** Opening Working data block **

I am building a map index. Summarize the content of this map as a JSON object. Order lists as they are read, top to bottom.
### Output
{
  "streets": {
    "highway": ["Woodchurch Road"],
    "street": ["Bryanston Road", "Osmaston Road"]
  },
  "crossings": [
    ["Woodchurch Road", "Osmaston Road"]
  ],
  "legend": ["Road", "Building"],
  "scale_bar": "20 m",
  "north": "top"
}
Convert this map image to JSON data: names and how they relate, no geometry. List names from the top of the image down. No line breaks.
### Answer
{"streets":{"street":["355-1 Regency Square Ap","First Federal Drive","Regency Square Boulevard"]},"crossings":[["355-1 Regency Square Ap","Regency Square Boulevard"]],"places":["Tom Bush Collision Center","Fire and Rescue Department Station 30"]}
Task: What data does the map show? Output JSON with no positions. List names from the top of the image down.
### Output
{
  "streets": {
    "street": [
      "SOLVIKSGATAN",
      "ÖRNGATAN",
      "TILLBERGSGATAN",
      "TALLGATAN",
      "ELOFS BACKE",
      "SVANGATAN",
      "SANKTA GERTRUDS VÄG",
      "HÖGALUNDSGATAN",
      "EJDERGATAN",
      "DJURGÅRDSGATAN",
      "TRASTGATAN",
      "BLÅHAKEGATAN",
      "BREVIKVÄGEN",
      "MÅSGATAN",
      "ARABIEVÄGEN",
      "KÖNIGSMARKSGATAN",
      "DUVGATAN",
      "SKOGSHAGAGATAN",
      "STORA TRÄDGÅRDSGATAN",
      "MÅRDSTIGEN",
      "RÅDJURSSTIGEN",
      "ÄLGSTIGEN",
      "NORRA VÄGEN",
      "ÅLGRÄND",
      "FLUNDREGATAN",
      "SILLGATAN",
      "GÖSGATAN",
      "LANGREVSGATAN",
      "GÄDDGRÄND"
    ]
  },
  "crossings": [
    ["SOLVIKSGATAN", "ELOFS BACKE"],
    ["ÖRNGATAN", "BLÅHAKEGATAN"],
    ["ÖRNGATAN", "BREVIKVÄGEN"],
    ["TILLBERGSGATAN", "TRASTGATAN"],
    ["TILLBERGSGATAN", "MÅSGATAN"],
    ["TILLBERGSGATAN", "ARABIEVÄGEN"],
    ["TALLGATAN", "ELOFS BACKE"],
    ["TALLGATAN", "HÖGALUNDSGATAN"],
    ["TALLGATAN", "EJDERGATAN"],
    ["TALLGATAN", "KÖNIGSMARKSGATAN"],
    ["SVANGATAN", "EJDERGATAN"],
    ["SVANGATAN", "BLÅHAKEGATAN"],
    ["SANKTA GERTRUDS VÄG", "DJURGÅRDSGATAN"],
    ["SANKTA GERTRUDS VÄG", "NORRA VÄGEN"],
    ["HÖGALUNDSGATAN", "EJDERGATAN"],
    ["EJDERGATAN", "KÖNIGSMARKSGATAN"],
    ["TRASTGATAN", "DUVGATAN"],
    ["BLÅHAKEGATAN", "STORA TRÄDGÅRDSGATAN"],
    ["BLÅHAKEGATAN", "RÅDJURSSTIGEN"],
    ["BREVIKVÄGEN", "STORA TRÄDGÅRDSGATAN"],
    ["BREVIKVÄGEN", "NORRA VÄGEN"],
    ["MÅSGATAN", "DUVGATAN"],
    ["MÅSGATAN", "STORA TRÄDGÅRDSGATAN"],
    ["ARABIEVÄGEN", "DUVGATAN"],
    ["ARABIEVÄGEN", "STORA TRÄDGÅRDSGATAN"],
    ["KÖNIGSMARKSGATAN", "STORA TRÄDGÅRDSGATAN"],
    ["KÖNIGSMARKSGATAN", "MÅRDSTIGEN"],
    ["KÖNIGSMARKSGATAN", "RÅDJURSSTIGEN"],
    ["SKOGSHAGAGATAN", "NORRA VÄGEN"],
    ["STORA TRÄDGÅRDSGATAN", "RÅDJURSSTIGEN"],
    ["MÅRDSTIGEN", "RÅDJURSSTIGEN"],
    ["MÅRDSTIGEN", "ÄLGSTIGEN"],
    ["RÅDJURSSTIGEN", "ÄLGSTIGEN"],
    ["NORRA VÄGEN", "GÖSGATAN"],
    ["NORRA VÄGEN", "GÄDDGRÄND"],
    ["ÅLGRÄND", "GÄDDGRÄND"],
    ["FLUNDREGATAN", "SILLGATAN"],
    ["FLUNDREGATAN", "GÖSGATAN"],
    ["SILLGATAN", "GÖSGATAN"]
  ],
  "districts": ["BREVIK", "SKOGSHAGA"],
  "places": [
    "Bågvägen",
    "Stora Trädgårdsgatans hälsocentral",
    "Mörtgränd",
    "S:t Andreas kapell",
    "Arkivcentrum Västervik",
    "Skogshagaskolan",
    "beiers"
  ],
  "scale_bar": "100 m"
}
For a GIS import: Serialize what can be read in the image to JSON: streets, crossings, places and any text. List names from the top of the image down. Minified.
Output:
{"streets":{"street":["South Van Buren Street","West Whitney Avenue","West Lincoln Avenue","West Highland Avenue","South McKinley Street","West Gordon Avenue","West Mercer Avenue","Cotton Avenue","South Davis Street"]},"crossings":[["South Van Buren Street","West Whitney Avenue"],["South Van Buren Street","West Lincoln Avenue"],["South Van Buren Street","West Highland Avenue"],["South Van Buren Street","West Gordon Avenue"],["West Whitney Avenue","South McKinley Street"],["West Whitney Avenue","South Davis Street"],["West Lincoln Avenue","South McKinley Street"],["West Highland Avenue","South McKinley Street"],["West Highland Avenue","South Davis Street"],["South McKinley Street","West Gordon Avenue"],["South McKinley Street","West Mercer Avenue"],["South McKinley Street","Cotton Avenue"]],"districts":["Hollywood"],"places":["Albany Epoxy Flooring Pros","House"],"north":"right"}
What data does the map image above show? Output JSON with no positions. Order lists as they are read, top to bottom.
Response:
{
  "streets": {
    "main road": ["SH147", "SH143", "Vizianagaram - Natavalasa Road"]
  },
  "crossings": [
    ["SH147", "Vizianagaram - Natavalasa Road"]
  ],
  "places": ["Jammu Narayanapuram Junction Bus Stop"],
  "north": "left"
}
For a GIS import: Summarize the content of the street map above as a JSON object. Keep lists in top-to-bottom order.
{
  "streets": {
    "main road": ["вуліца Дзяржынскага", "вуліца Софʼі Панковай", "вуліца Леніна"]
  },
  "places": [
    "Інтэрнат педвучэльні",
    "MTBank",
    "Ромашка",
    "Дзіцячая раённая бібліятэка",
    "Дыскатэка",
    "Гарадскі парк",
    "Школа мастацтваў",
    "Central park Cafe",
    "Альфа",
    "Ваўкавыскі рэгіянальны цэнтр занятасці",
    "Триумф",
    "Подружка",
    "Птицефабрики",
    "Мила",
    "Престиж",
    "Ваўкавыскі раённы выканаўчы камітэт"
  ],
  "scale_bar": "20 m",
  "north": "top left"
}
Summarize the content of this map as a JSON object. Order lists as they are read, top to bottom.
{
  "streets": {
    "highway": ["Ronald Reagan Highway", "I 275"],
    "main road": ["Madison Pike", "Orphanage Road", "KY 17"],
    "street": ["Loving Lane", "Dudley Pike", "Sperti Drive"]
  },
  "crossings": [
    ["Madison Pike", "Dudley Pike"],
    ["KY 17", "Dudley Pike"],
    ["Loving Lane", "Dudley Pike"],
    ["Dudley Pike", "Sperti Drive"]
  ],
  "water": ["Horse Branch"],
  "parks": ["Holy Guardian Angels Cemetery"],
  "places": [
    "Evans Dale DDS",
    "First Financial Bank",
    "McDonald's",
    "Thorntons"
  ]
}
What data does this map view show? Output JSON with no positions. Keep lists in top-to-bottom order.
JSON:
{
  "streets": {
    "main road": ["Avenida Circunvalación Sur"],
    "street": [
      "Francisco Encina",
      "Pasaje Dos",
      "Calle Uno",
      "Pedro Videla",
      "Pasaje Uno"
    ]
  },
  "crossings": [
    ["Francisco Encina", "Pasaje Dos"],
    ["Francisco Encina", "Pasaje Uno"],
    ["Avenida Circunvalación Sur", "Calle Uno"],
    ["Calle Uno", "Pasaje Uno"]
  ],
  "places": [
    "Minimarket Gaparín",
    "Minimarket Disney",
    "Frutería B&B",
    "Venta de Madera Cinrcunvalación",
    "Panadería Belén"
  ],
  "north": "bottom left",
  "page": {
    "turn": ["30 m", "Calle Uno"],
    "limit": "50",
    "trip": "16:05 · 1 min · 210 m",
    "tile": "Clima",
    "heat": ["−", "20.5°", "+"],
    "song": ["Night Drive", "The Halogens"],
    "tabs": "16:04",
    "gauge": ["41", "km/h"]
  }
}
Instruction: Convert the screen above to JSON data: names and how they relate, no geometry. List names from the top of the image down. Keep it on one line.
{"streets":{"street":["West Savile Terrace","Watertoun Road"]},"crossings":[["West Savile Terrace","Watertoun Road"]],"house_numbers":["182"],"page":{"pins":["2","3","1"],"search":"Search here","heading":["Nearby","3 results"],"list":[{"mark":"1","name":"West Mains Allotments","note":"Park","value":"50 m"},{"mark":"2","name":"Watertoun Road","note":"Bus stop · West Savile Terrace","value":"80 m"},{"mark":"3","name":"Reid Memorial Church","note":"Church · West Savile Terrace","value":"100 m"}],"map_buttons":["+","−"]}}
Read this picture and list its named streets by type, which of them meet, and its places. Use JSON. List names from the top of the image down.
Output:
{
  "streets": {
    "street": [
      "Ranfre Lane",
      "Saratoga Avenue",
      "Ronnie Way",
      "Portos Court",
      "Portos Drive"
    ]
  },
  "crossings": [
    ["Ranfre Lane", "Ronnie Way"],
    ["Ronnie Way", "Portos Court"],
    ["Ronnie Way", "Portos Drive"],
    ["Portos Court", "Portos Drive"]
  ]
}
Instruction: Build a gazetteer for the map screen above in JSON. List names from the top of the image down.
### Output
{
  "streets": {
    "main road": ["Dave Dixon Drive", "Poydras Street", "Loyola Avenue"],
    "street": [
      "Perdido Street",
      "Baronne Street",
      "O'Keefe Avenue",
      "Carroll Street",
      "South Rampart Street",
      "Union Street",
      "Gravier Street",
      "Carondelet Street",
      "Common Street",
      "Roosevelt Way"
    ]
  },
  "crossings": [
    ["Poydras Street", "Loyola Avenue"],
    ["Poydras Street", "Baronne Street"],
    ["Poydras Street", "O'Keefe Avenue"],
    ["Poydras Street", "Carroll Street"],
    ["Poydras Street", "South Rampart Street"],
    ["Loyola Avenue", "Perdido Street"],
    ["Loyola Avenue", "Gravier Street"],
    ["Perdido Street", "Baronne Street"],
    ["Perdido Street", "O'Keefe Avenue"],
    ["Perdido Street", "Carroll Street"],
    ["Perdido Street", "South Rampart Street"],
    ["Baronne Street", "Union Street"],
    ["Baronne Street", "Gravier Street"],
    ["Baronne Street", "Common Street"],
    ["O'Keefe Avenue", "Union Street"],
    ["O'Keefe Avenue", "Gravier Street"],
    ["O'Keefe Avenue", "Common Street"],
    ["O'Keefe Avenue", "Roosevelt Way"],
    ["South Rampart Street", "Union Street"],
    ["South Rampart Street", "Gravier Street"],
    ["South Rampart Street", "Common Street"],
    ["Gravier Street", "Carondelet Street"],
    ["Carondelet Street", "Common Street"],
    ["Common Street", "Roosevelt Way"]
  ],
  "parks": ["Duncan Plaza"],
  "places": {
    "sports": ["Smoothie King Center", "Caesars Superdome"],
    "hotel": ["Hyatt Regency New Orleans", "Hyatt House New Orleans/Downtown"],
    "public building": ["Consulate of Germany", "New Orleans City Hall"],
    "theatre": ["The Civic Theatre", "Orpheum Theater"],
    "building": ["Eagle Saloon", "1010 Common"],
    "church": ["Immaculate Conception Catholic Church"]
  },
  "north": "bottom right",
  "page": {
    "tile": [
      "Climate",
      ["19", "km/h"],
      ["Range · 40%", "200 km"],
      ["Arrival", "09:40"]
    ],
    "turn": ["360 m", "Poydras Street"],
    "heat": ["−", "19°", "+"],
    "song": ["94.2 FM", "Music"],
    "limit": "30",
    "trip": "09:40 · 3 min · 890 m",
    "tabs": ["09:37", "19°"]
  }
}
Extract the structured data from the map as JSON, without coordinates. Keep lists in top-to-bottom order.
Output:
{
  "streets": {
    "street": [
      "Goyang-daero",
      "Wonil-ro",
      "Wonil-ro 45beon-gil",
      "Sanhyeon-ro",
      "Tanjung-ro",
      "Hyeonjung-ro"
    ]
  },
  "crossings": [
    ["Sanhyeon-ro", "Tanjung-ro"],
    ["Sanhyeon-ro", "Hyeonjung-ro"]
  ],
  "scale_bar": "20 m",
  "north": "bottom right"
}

** Closing Working data block **

Using the entries above, output exactly the lines between the line holding "Convert this map" and the line holding "Task: What data", end lines included, and nothing more.

Convert this map image to JSON data: names and how they relate, no geometry. List names from the top of the image down. No line breaks.
### Answer
{"streets":{"street":["355-1 Regency Square Ap","First Federal Drive","Regency Square Boulevard"]},"crossings":[["355-1 Regency Square Ap","Regency Square Boulevard"]],"places":["Tom Bush Collision Center","Fire and Rescue Department Station 30"]}
Task: What data does the map show? Output JSON with no positions. List names from the top of the image down.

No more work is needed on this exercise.